> [PROVIDED MATERIAL]
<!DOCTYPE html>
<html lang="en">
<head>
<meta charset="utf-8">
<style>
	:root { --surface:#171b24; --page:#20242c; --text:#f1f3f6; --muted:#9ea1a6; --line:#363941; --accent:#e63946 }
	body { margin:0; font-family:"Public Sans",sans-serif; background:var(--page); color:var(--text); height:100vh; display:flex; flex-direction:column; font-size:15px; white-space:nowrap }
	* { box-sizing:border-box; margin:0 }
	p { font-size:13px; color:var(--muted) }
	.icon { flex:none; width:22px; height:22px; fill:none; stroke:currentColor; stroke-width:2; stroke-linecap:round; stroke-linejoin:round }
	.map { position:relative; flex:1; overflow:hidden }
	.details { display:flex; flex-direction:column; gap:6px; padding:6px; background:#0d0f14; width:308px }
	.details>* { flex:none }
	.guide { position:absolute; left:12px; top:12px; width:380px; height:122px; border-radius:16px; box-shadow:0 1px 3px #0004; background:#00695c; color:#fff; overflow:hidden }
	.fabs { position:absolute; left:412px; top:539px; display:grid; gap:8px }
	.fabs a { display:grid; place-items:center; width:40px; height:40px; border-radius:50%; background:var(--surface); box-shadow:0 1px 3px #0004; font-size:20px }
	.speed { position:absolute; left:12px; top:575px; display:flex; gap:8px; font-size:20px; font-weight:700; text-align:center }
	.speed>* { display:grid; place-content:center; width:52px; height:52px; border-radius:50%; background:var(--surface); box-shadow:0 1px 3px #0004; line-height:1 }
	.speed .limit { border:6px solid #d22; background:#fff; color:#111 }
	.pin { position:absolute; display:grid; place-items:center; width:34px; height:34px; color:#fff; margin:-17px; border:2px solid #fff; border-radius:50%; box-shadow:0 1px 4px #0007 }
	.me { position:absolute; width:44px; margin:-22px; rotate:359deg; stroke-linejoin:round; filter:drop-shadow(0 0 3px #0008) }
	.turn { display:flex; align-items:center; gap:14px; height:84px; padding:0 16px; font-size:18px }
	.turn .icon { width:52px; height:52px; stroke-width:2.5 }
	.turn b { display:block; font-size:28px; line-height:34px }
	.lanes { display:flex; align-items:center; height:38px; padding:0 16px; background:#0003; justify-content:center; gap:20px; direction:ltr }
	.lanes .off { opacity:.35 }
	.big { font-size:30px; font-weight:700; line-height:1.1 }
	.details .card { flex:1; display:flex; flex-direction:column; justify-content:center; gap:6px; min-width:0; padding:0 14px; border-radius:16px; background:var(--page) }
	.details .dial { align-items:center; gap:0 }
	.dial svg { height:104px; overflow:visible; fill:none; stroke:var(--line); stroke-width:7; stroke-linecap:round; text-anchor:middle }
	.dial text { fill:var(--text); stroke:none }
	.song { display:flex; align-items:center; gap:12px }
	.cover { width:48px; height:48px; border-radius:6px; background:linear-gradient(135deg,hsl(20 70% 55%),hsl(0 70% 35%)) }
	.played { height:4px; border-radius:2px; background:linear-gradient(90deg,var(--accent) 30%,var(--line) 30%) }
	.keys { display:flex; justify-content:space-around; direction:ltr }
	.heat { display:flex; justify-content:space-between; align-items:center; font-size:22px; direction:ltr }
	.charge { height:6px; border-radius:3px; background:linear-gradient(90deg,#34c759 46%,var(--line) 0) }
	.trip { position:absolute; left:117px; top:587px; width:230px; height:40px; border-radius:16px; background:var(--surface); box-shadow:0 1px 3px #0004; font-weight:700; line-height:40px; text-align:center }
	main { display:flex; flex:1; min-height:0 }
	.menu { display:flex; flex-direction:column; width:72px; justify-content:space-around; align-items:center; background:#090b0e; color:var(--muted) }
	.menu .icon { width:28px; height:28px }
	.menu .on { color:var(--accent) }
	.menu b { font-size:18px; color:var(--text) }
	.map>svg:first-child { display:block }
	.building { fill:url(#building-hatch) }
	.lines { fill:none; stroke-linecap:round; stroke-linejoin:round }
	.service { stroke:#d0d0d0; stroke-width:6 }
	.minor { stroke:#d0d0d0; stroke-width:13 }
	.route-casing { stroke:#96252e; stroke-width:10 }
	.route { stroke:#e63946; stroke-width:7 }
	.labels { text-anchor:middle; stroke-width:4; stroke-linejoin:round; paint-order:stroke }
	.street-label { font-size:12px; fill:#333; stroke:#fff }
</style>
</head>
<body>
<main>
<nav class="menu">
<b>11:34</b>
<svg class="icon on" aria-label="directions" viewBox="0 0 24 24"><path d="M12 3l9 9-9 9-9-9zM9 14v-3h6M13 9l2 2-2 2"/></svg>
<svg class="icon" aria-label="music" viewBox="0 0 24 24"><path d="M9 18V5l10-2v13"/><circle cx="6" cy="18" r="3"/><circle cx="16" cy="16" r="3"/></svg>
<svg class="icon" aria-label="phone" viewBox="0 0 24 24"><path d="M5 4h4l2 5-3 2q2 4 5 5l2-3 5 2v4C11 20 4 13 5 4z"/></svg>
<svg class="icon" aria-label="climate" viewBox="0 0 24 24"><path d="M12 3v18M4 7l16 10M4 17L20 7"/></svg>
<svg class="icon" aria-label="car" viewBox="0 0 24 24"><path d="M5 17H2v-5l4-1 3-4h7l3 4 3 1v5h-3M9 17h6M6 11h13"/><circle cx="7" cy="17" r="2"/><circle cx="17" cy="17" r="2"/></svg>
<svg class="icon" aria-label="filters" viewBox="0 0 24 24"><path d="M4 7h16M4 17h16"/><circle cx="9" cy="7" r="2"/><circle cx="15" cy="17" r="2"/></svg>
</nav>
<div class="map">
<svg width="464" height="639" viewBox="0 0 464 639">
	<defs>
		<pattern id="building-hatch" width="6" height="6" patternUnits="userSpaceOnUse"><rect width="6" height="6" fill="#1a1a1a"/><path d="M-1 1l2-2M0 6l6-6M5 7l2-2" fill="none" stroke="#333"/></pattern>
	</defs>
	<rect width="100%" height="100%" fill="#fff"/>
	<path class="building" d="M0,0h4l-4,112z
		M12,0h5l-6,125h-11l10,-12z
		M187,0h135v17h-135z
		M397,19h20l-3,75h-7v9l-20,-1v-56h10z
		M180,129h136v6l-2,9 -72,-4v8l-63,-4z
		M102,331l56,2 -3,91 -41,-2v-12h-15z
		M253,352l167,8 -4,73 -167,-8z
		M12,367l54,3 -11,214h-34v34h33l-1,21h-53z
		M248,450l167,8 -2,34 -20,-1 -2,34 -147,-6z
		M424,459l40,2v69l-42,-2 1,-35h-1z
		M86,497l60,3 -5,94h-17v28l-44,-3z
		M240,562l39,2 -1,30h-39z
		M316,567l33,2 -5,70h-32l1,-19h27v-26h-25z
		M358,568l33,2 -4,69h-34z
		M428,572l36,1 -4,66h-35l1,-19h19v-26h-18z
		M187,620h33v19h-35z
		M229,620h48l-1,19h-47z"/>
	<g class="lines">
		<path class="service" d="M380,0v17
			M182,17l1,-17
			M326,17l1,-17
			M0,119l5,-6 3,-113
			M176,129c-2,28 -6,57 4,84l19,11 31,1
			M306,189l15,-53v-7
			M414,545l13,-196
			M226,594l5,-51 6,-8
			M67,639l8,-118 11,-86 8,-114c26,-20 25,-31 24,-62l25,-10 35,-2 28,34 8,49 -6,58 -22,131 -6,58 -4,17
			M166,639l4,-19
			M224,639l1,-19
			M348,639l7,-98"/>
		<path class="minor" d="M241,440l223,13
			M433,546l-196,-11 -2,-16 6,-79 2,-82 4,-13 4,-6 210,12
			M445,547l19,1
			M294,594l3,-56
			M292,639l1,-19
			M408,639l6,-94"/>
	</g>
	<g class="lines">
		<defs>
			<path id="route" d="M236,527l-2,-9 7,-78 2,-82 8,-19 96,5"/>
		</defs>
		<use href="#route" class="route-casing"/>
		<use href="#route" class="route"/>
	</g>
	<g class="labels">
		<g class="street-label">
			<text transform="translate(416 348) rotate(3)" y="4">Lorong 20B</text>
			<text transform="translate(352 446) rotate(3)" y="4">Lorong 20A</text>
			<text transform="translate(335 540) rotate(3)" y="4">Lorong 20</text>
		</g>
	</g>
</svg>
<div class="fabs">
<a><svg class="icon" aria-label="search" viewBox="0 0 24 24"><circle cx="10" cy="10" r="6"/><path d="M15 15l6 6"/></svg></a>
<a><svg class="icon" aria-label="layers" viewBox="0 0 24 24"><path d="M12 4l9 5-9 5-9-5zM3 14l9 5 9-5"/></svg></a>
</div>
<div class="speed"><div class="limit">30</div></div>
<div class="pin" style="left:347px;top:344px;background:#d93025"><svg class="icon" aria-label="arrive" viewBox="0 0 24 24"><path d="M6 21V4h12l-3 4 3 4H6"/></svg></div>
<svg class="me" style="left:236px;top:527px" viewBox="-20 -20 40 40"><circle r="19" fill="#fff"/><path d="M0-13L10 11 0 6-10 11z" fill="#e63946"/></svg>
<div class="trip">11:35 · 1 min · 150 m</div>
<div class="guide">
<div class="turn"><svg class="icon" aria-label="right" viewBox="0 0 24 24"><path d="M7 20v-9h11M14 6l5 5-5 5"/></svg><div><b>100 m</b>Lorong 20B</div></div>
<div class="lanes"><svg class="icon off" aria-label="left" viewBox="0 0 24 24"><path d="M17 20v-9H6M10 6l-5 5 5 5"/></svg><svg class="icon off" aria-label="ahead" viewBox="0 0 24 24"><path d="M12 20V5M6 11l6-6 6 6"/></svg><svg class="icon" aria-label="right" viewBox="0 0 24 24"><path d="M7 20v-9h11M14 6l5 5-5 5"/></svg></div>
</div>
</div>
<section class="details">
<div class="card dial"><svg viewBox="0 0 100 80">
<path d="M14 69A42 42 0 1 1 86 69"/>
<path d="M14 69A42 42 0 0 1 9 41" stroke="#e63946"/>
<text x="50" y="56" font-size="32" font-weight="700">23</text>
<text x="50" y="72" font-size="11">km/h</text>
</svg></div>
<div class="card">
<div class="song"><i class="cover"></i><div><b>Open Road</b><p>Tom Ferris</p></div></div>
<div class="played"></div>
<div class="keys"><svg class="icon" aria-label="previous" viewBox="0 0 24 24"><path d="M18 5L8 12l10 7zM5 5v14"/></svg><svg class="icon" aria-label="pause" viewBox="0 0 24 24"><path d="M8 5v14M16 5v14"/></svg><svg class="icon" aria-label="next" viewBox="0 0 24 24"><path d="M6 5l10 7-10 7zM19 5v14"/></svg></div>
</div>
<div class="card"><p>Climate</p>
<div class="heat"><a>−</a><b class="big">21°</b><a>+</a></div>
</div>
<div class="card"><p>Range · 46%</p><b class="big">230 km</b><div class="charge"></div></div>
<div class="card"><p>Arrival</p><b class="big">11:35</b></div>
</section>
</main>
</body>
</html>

==

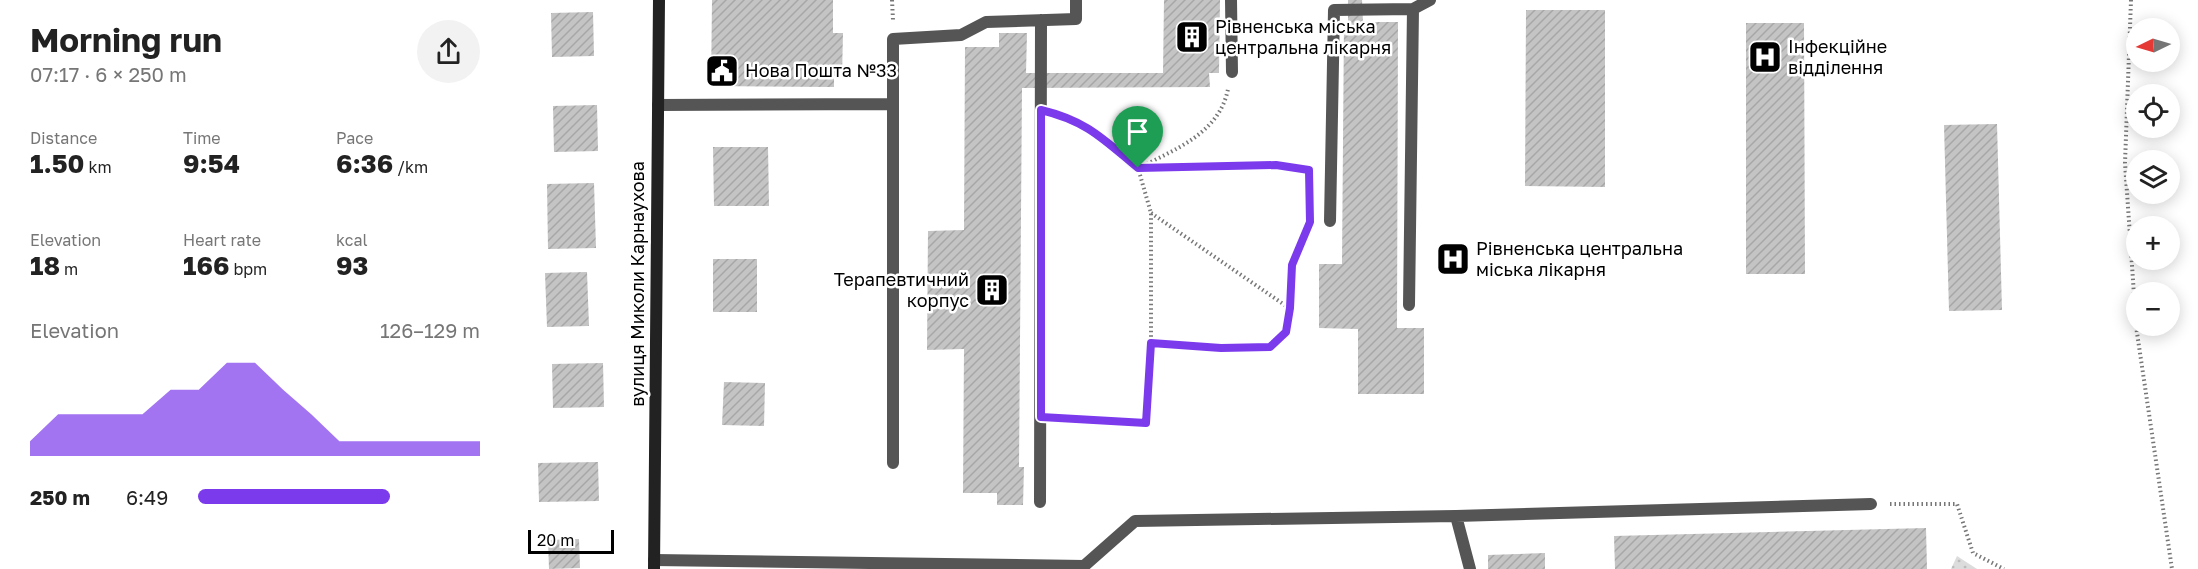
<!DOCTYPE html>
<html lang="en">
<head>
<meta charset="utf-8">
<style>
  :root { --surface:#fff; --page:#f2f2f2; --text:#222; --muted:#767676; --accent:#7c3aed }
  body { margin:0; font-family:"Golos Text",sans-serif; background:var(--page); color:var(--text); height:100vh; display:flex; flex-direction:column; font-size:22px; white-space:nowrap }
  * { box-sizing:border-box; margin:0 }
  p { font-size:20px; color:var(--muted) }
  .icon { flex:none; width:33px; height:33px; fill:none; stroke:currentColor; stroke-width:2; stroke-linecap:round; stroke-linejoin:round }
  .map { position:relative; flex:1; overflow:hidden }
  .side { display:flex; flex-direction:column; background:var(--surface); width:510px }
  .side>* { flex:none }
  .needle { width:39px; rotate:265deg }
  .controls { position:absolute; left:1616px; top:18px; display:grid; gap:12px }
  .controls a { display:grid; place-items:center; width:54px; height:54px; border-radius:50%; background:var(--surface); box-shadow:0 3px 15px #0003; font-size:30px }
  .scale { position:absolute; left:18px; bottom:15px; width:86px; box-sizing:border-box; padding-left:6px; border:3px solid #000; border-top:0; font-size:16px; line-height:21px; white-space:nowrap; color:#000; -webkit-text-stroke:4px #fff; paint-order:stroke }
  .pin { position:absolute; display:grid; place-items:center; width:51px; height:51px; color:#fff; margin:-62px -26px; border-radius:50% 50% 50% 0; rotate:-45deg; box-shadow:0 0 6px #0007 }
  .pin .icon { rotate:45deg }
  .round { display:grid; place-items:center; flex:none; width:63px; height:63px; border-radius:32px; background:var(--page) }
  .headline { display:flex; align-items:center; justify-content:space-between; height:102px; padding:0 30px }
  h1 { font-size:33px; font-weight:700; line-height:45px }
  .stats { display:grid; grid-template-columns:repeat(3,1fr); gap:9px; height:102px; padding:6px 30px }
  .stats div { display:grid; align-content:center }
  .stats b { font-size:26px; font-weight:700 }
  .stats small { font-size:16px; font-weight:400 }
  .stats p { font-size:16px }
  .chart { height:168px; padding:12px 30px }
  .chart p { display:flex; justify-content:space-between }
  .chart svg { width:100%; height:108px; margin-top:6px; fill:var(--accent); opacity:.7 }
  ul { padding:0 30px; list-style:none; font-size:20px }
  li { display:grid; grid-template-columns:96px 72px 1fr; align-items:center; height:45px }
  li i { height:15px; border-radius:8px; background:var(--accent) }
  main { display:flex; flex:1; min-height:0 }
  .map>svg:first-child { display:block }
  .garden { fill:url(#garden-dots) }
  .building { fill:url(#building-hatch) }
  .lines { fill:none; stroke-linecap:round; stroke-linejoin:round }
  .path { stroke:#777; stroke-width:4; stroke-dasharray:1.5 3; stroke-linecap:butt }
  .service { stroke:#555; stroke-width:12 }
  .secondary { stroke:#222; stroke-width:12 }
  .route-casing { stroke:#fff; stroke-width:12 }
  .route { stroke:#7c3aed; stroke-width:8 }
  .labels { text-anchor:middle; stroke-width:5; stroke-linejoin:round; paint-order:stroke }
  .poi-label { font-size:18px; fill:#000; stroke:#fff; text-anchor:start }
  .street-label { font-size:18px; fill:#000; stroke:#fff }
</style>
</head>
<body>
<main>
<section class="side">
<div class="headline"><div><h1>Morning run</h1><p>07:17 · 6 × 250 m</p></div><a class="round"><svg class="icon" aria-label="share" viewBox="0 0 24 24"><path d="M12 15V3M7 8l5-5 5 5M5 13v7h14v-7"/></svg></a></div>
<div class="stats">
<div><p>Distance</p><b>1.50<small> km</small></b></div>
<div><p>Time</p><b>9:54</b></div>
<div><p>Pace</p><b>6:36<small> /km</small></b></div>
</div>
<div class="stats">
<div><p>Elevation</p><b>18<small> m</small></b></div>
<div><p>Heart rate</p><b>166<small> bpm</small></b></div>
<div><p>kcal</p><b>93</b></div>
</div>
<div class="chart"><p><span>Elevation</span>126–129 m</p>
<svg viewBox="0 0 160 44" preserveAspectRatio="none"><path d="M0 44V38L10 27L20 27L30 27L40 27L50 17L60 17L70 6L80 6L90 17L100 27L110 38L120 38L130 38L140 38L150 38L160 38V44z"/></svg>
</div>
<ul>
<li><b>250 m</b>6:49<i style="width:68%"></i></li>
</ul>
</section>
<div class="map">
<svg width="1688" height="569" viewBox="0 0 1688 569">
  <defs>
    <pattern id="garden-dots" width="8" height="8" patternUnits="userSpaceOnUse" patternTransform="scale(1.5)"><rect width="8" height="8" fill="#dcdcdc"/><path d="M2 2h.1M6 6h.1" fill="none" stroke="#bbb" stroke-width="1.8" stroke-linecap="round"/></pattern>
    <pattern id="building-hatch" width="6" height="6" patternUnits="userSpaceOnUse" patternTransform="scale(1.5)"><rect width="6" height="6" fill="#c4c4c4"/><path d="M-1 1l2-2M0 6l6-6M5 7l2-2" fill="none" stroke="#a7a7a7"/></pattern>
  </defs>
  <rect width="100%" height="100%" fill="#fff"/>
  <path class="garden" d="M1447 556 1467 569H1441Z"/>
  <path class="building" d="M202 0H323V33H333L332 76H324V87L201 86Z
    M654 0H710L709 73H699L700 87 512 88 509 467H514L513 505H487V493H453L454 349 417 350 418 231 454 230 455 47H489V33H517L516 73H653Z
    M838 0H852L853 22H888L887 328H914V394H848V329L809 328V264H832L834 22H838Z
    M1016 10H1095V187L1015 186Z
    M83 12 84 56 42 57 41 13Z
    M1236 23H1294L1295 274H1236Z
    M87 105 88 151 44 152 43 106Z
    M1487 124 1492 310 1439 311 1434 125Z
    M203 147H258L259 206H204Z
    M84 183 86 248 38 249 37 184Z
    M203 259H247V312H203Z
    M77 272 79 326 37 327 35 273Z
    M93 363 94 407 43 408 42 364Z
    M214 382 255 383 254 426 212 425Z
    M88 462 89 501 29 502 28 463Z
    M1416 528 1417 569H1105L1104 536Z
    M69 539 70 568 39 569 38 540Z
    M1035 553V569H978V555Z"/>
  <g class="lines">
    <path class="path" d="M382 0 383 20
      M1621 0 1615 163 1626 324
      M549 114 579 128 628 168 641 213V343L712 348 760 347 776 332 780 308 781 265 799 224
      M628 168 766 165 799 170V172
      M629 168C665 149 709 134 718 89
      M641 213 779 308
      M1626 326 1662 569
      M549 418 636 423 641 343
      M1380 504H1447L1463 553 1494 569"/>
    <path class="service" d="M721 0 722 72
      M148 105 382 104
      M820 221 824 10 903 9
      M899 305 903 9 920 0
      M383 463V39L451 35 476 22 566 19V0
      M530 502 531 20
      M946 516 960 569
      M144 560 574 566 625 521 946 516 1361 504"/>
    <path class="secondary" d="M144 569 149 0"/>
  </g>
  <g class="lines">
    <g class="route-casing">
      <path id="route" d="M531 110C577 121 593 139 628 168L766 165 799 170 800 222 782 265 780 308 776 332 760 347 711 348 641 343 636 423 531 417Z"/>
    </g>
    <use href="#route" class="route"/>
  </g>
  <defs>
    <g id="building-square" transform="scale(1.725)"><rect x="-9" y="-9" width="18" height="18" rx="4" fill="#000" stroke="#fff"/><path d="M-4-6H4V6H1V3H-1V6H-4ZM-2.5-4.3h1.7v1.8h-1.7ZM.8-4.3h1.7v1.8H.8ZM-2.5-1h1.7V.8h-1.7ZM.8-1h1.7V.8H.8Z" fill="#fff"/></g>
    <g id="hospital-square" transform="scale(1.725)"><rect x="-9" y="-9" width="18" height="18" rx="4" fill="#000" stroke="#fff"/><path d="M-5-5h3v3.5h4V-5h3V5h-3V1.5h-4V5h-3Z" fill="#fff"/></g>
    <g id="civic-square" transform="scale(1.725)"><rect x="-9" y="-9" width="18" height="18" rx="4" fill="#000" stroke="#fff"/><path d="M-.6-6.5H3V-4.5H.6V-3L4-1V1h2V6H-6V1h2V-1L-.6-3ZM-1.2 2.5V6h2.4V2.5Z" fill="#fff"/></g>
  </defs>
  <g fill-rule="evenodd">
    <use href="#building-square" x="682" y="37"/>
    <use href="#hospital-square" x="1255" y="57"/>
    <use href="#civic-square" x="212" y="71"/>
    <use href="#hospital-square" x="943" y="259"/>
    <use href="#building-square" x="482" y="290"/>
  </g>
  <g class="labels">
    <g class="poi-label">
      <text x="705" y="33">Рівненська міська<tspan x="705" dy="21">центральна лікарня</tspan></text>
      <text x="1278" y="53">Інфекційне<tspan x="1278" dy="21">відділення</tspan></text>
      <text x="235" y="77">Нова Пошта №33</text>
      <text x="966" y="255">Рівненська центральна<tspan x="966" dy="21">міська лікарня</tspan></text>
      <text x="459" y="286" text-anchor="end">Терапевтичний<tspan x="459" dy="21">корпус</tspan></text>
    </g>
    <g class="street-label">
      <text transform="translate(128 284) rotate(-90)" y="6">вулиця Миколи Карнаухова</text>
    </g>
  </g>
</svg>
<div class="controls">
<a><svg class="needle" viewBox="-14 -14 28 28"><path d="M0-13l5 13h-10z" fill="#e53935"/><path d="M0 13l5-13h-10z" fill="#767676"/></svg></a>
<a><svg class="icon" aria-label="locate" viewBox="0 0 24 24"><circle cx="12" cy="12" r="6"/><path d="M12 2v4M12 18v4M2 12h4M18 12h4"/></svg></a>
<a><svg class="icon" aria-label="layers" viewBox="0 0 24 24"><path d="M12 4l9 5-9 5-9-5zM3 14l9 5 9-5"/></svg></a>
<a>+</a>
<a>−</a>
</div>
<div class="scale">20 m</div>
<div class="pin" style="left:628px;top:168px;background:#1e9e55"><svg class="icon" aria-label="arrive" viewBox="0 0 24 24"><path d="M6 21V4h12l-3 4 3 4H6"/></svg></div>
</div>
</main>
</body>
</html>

> [EXERCISE REQUIREMENTS] In the listing above, find each line with the word "guide" and copy it.

> [COMPLETED EXERCISE]
	.guide { position:absolute; left:12px; top:12px; width:380px; height:122px; border-radius:16px; box-shadow:0 1px 3px #0004; background:#00695c; color:#fff; overflow:hidden }
<div class="guide">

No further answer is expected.